Ketua Perhimpunan Alergi dan Imunologi Indonesia Prof Iris Rengganis mengatakan perayaan Natal dan Tahun Baru 2021 memang memberi tantangan besar kepada pemerintah dalam upaya pengendalian Covid-19. "Natal dan Tahun Baru itu identik dengan semua orang bereuforia, tidak hanya yang merayakan Natal, tapi yang Muslim pun ramai di mal-mal," kata Iris Rengganis, Jumat (29/10).
Iris mengatakan Natal dan Tahun Baru memberi tantangan besar kepada pemerintah sebab muncul juga dorong dari berbagai kalangan untuk tetap menerapkan kebijakan Pemberlakuan Pembatasan Kegiatan Masyarakat (PPKM). Selain itu, pemerintah juga perlu menjamin keberlangsungan ekonomi masyarakat di tengah pandemi Covid-19 yang saat ini kian melandai.

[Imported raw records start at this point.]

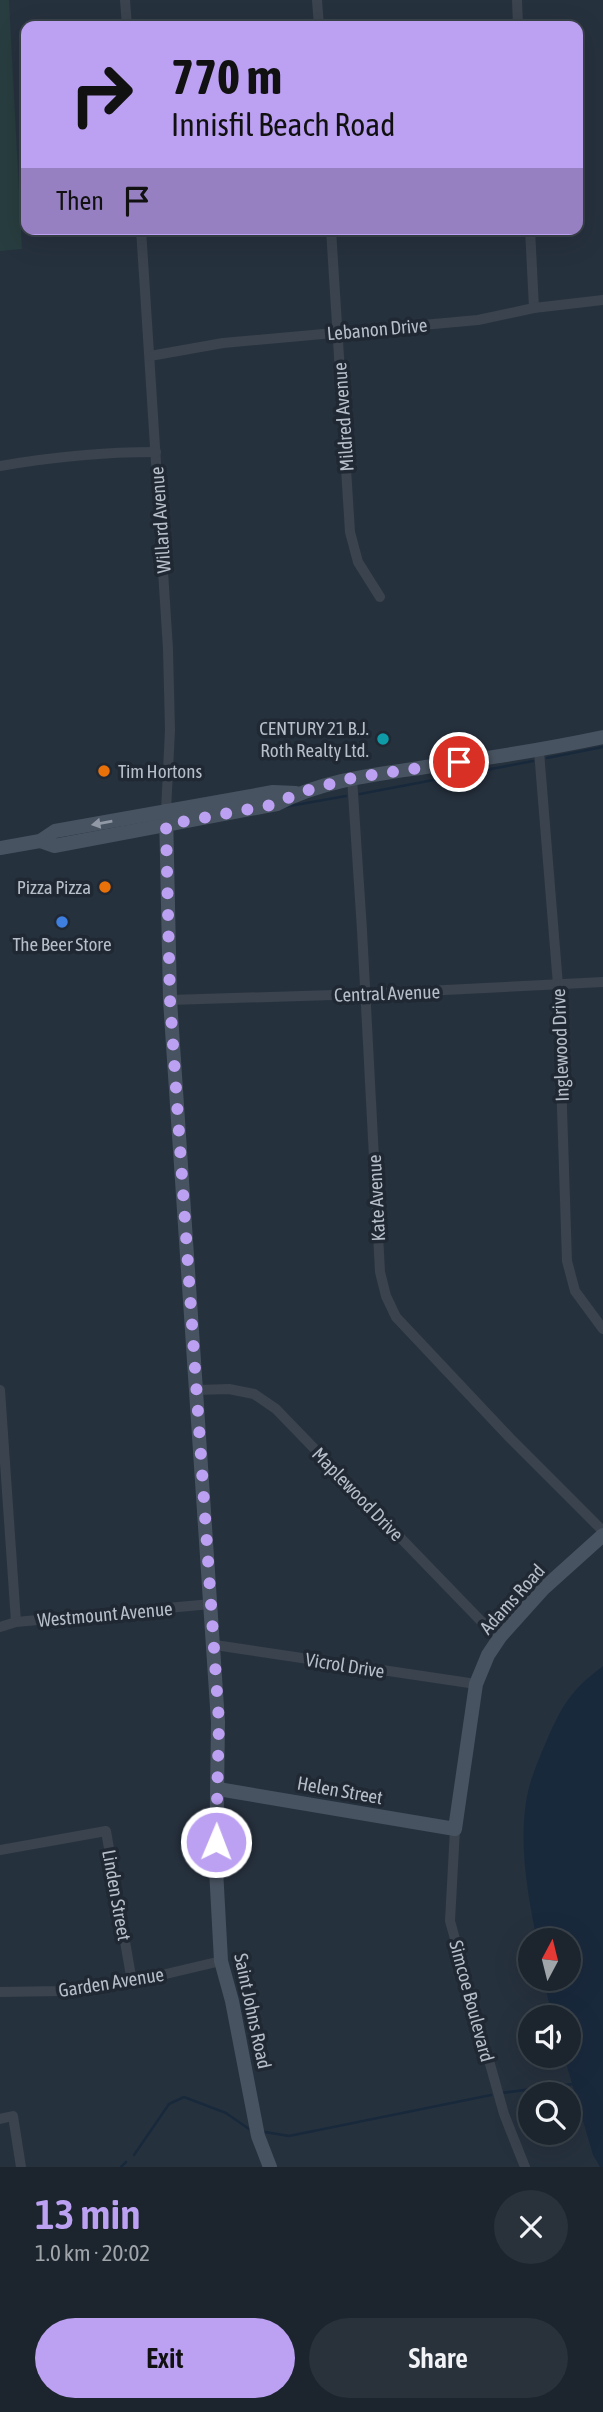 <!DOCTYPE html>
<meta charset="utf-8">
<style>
body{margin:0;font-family:"Asap Condensed",sans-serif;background:#29313a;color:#f1f3f6;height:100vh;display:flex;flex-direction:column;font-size:26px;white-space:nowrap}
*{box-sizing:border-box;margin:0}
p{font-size:23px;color:#a0a5aa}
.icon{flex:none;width:38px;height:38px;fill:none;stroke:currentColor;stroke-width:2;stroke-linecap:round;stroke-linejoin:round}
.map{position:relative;height:2167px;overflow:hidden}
.sheet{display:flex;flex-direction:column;background:#1c252e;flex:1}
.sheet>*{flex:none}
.top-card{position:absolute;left:21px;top:21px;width:562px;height:214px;border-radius:14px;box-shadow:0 7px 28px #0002,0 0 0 2px #3a424a;background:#bca0f2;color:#111;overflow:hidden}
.needle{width:46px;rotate:7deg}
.controls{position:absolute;left:518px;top:1928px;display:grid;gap:14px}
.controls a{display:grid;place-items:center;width:63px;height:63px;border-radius:50%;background:#1c252e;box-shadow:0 7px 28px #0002,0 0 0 2px #3a424a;font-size:35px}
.pin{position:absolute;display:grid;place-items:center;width:60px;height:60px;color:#fff;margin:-30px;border:4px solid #fff;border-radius:50%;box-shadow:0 2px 7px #0007}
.me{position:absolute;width:77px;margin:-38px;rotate:1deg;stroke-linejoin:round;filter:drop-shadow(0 0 5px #0008)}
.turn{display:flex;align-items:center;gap:24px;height:147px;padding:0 35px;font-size:32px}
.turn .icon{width:91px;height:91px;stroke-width:2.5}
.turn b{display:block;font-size:49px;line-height:60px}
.then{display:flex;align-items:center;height:66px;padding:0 35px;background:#0003;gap:14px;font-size:26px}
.round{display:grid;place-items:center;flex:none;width:74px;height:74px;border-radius:37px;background:#29313a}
.summary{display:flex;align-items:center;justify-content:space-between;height:119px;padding:0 35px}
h1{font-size:42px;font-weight:600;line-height:52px;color:#bca0f2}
.primary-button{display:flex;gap:14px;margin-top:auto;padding:14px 35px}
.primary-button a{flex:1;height:80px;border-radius:42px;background:#bca0f2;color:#111;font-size:28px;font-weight:600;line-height:80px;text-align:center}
.primary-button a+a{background:#29313a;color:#f1f3f6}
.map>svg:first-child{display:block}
.green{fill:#283d3f}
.water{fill:#19293c}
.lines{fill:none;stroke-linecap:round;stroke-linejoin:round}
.stream{stroke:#19293c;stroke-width:2.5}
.street{stroke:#3a434e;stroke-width:10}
.secondary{stroke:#485361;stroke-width:14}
.oneway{fill:#9099a5}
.route{stroke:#bca0f2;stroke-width:12;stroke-dasharray:0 21.6}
.culture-dot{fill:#0f9aa8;stroke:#1f2833;stroke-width:2.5}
.food-dot{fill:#e8710a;stroke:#1f2833;stroke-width:2.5}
.shop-dot{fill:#3f7fe0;stroke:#1f2833;stroke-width:2.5}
.labels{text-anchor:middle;stroke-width:7;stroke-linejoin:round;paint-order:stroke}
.street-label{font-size:19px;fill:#b6bec9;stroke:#1f2833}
.poi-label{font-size:19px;fill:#b6bec9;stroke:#1f2833;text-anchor:end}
</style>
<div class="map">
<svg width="603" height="2167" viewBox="0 0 603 2167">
<rect width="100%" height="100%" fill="#26313e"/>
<path class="green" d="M0,0H9L22,249L0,251Z"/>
<path class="water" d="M603,1666V2167H600L593,2155L564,2056H569V2018H552L544,1979H569V1941H537C528,1896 519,1848 526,1802C529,1781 538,1761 546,1742C562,1705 571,1690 603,1666Z"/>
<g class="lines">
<g class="stream">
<path d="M547,758L603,747"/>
<path d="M360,794L533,761"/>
<path d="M284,807L346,796"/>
<path d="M501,2093L573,2084"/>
<path d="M265,2132L289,2136L491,2095"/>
<path d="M134,2155L169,2104L184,2097L226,2113L249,2129"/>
<path d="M121,2167L126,2162"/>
</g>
<g class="street">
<path d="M125,0L127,26"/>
<path d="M317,0L319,26"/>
<path d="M517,0L518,26"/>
<path d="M141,229L168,649L170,730L166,811"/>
<path d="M331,229L350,532L358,562L380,597"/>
<path d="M530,229L534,308"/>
<path d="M150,356L223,343L478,320L534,308L603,300"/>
<path d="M0,466C52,457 103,452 156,452"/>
<path d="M539,751L558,985L567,1261L575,1291L603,1329"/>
<path d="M352,778L362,930L380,1272L386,1296L396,1317L510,1438L603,1531"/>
<path d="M170,1000L365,994L603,982"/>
<path d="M0,1390L16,1622"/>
<path d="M197,1390L229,1389L254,1394L276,1409L480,1620L500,1637"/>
<path d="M0,1627L16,1622L211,1604"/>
<path d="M215,1645L476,1684"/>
<path d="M455,1829L450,1921L504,2114L525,2167"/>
<path d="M0,1850L106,1831L132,1982"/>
<path d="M0,1992L62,1991L132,1982L221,1961"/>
<path d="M0,2119L13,2116L21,2167"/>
</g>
<g class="secondary">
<path d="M166,811L170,1000L218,1722L216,1869L221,1961L232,2001L258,2136L270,2167"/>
<path d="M40,841L54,846L277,804C325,779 380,774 433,766C490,758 546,749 603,737"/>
<path d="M0,848L40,841L55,831L273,792L296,793"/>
<path d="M218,1789L455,1829L476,1684L488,1655L500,1637L543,1589L603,1535"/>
</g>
</g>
<defs><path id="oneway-solid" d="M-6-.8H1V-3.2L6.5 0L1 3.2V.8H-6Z" transform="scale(1.75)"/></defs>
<use class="oneway" href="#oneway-solid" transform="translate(102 823) rotate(170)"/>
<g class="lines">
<path class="route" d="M216,1842L219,1722L170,1000L166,825L276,804L298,793L352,778L459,762"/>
</g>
<circle class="culture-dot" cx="383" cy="739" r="7"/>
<g class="food-dot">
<circle cx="104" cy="771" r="7"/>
<circle cx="105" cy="887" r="7"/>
</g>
<circle class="shop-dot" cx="62" cy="922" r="7"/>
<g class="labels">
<g class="street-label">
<text transform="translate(377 329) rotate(-5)" y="7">Lebanon Drive</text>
<text transform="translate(343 417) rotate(-94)" y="7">Mildred Avenue</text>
<text transform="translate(160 520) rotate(-94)" y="7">Willard Avenue</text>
<text transform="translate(387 993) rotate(-2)" y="7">Central Avenue</text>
<text transform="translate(560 1045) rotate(-92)" y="7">Inglewood Drive</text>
<text transform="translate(376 1198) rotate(-93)" y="7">Kate Avenue</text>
<text transform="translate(358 1494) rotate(46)" y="7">Maplewood Drive</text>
<text transform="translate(512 1599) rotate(-48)" y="7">Adams Road</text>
<text transform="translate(105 1614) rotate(-5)" y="7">Westmount Avenue</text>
<text transform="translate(345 1665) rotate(9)" y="7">Vicrol Drive</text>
<text transform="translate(340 1790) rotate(10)" y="7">Helen Street</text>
<text transform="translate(117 1895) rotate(80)" y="7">Linden Street</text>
<text transform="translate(111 1982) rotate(-9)" y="7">Garden Avenue</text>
<text transform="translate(472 2001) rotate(75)" y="7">Simcoe Boulevard</text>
<text transform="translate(253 2011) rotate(78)" y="7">Saint Johns Road</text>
</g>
<g class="poi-label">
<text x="369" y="735">CENTURY 21 B.J.<tspan x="369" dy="22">Roth Realty Ltd.</tspan></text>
<text x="118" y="778" text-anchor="start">Tim Hortons</text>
<text x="91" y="894">Pizza Pizza</text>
<text x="62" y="951" text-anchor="middle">The Beer Store</text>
</g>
</g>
</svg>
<div class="controls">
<a><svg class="needle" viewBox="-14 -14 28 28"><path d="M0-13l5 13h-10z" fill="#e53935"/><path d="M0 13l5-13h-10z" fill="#a0a5aa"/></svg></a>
<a><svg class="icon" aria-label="sound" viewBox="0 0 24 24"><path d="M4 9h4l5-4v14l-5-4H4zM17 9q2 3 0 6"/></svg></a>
<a><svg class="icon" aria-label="search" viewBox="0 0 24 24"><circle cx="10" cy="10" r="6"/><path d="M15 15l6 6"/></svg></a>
</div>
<div class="pin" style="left:459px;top:762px;background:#d93025"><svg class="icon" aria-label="arrive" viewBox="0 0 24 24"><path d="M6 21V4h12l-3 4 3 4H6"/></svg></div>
<svg class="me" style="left:216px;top:1842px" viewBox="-20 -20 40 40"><circle r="17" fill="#bca0f2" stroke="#fff" stroke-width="3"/><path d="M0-11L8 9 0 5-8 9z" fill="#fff"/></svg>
<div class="top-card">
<div class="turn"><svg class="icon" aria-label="right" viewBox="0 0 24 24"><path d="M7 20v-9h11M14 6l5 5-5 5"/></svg><div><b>770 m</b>Innisfil Beach Road</div></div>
<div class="then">Then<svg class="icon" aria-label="arrive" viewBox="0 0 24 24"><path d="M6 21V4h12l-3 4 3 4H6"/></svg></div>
</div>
</div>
<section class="sheet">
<div class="summary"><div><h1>13 min</h1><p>1.0 km · 20:02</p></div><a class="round"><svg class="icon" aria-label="close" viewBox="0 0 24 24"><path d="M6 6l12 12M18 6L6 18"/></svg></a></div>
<div class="primary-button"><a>Exit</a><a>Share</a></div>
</section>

Iris mendukung langkah PPKM serta peniadaan agenda cuti bersama di saat Natal 2021 untuk mencegah kerumunan masyarakat yang berisiko memicu gelombang lanjutan Covid-19. Untuk itu, Iris memandang perlu adanya konsistensi pemerintah dan masyarakat dalam mencegah terjadinya gelombang ketiga Covid-19 yang diramalkan para pakar terjadi di awal 2022.
Salah satu konsistensi yang dimaksud adalah percepatan vaksinasi Covid-19. Alasannya, wacana pemberian vaksin penguat atau booster kepada masyarakat umum pada 2022 merupakan bukti bahwa dua dosis vaksin saja tidak cukup melindungi masyarakat dari inveksi SARS-CoV-2 penyebab Covid-19.
"Pemerintah menyatakan harus ada booster tahun depan, artinya dua kali vaksin itu belum cukup cegah virus corona. Bahkan produsen Sinovac, Pfizer dan Moderna mengatakan harus tiga kali suntik. Semua itu perlu konsistensi kita untuk menjaga prokes dan setelah PPKM dilonggarkan, vaksinasi harus tetap berjalan," katanya.